Mais alors qu’il alliait le geste à la parole, Ejil sentit qu’il n’y mettait pas le cœur. Le soupir qui dilata ses narines rougies par le froid lui fit réaliser combien sa pensée était stupide. L’homme fuyait. Il n’avait nul besoin d’un fardeau. Quoi, elle l’ignorait. Était-ce la présence de mort qu’elle avait ressenti en émergeant du lac ? Était-ce pire ?
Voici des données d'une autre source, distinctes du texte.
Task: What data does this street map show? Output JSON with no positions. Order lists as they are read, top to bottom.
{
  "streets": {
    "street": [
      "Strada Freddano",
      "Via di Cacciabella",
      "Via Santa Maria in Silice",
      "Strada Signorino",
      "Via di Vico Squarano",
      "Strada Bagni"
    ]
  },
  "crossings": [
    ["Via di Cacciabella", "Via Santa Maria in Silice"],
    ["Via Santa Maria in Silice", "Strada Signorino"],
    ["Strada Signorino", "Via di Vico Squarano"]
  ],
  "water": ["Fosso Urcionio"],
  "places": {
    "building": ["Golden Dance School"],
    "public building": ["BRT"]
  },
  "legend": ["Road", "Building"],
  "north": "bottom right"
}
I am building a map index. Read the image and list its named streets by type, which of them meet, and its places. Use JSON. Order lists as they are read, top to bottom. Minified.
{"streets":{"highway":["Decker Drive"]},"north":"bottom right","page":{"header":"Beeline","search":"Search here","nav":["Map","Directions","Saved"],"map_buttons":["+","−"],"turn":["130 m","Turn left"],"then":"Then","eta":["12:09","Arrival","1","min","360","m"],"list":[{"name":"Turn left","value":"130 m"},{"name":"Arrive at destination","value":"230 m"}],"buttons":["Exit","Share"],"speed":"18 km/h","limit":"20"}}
L’Echouée se laissa hisser sur le dos sans piper mot ; les mains rêches quittèrent les siennes. Ces-dernières frôlèrent l’épiderme épais, l’architecture massive qui bâtissait le tronc de Sonn. C’était doux, mais la texture de sèche de ses paumes ne quittait pas les sens aveugles de la fille. Ses doigts fripés rencontrèrent une vertèbre saillante, tracèrent un chemin mouillé jusqu’aux trapèzes tétanisés, auxquels ils s’agrippèrent.

Sa crinière serpentait sur leur peau, l’une toujours détrempée et froide, l’autre tétanisée par les flocons et les gouttes glacées qui perlaient depuis les mèches de la fille. Celles-ci ornaient son visage, plaquées, collées, tatouées sur sa chair ; comme des serpents glacés.
L’homme avait bien raison. Il leur fallait gagner un abri ; peut importait qu’ils soient ou non poursuivis. Le froid et la neige ne les pourchassaient pas mais étaient une réelle menace.

Ejil ignorait où il les emmenait. Peut-être lui-même n’en avait aucune idée.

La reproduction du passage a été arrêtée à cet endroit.